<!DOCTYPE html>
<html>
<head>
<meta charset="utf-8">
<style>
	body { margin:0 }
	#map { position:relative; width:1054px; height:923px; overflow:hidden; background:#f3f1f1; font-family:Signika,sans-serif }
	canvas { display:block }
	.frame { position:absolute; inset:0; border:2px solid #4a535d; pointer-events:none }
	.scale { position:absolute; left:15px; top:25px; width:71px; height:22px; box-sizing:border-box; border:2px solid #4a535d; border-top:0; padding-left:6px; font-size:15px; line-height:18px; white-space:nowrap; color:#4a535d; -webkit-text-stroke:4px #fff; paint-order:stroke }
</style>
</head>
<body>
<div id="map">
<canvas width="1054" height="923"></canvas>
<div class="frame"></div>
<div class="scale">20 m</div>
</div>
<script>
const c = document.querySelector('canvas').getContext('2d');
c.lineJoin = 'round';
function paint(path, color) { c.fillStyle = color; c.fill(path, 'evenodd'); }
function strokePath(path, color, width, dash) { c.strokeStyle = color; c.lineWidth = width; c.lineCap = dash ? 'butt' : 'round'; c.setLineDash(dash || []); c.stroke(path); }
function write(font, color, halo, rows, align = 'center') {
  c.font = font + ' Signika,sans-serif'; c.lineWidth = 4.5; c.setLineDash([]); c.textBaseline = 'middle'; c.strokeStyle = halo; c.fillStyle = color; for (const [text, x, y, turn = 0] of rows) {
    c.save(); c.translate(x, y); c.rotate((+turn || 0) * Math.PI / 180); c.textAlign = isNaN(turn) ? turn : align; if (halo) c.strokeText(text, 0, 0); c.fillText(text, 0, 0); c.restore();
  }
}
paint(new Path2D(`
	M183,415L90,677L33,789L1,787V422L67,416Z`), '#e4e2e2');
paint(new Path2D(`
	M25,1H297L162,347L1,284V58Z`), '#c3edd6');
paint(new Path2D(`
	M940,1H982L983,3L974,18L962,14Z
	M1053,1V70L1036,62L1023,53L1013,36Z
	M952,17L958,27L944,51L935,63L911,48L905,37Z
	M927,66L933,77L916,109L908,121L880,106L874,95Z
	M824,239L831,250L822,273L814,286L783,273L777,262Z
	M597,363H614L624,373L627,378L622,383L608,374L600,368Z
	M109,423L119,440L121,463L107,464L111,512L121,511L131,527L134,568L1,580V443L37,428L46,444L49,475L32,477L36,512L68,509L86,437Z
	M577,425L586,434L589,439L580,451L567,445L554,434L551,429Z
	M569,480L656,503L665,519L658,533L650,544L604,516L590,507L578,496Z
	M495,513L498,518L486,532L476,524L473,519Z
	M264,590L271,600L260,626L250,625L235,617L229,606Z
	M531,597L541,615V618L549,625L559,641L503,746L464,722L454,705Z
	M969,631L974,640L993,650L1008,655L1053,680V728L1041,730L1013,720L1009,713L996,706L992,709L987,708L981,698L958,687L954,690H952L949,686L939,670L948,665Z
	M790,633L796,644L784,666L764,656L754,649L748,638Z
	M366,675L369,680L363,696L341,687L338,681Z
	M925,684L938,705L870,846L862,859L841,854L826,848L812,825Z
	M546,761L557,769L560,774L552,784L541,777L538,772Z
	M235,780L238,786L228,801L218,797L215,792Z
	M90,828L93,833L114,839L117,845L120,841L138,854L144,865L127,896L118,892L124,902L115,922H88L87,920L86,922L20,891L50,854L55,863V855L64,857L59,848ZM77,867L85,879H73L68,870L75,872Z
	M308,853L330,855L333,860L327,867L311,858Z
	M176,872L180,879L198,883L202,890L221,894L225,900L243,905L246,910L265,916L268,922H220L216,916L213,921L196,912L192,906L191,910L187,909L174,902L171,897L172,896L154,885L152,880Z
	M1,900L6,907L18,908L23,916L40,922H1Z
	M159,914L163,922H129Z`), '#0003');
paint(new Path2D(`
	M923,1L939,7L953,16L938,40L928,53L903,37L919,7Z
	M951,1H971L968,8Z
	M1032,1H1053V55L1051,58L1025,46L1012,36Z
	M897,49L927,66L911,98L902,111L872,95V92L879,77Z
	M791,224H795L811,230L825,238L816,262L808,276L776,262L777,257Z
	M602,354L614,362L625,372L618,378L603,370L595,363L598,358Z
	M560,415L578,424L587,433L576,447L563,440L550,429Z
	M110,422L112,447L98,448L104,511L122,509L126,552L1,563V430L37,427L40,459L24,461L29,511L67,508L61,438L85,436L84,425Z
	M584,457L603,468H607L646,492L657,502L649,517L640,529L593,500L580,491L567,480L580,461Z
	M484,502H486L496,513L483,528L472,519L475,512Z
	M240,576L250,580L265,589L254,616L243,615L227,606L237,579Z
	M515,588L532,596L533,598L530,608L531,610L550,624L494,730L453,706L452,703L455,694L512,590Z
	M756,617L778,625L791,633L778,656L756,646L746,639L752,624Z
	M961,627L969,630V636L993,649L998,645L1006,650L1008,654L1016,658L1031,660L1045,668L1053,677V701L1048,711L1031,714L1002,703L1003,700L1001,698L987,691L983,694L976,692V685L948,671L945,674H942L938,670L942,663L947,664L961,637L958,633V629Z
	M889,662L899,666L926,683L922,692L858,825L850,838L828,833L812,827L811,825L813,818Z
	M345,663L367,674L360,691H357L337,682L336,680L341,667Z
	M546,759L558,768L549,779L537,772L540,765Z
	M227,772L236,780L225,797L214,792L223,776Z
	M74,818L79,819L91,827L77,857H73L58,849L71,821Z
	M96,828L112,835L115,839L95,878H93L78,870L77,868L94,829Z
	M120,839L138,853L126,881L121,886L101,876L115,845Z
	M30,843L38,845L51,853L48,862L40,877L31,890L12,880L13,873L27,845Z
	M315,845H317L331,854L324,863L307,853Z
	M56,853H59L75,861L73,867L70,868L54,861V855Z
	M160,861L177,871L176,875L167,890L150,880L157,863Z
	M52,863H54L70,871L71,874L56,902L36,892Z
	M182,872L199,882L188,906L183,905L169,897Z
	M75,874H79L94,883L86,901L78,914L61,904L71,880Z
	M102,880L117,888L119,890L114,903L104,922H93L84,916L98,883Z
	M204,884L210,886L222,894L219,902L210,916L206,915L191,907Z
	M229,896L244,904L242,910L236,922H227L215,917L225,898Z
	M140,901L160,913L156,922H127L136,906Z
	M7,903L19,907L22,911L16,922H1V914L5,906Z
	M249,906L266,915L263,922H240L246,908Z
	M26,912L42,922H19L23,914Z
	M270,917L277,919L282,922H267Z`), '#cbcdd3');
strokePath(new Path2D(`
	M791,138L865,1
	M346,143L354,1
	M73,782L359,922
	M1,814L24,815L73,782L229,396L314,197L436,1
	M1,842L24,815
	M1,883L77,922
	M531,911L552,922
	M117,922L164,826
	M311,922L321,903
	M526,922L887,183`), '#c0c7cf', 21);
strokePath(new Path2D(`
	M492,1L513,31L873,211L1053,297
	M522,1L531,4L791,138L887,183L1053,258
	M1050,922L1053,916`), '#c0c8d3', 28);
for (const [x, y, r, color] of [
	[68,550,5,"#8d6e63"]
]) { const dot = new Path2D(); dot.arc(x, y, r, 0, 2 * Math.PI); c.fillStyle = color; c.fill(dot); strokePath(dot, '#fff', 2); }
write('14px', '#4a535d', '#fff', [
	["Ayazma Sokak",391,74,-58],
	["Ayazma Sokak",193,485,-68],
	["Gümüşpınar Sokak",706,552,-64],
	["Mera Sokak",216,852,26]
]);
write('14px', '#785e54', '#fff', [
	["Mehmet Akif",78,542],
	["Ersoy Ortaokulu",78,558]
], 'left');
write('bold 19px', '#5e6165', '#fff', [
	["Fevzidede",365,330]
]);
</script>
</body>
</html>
################
* [Your instructions]: Take from the material every line that holds "function".

* [Exercise answer]:
function paint(path, color) { c.fillStyle = color; c.fill(path, 'evenodd'); }
function strokePath(path, color, width, dash) { c.strokeStyle = color; c.lineWidth = width; c.lineCap = dash ? 'butt' : 'round'; c.setLineDash(dash || []); c.stroke(path); }
function write(font, color, halo, rows, align = 'center') {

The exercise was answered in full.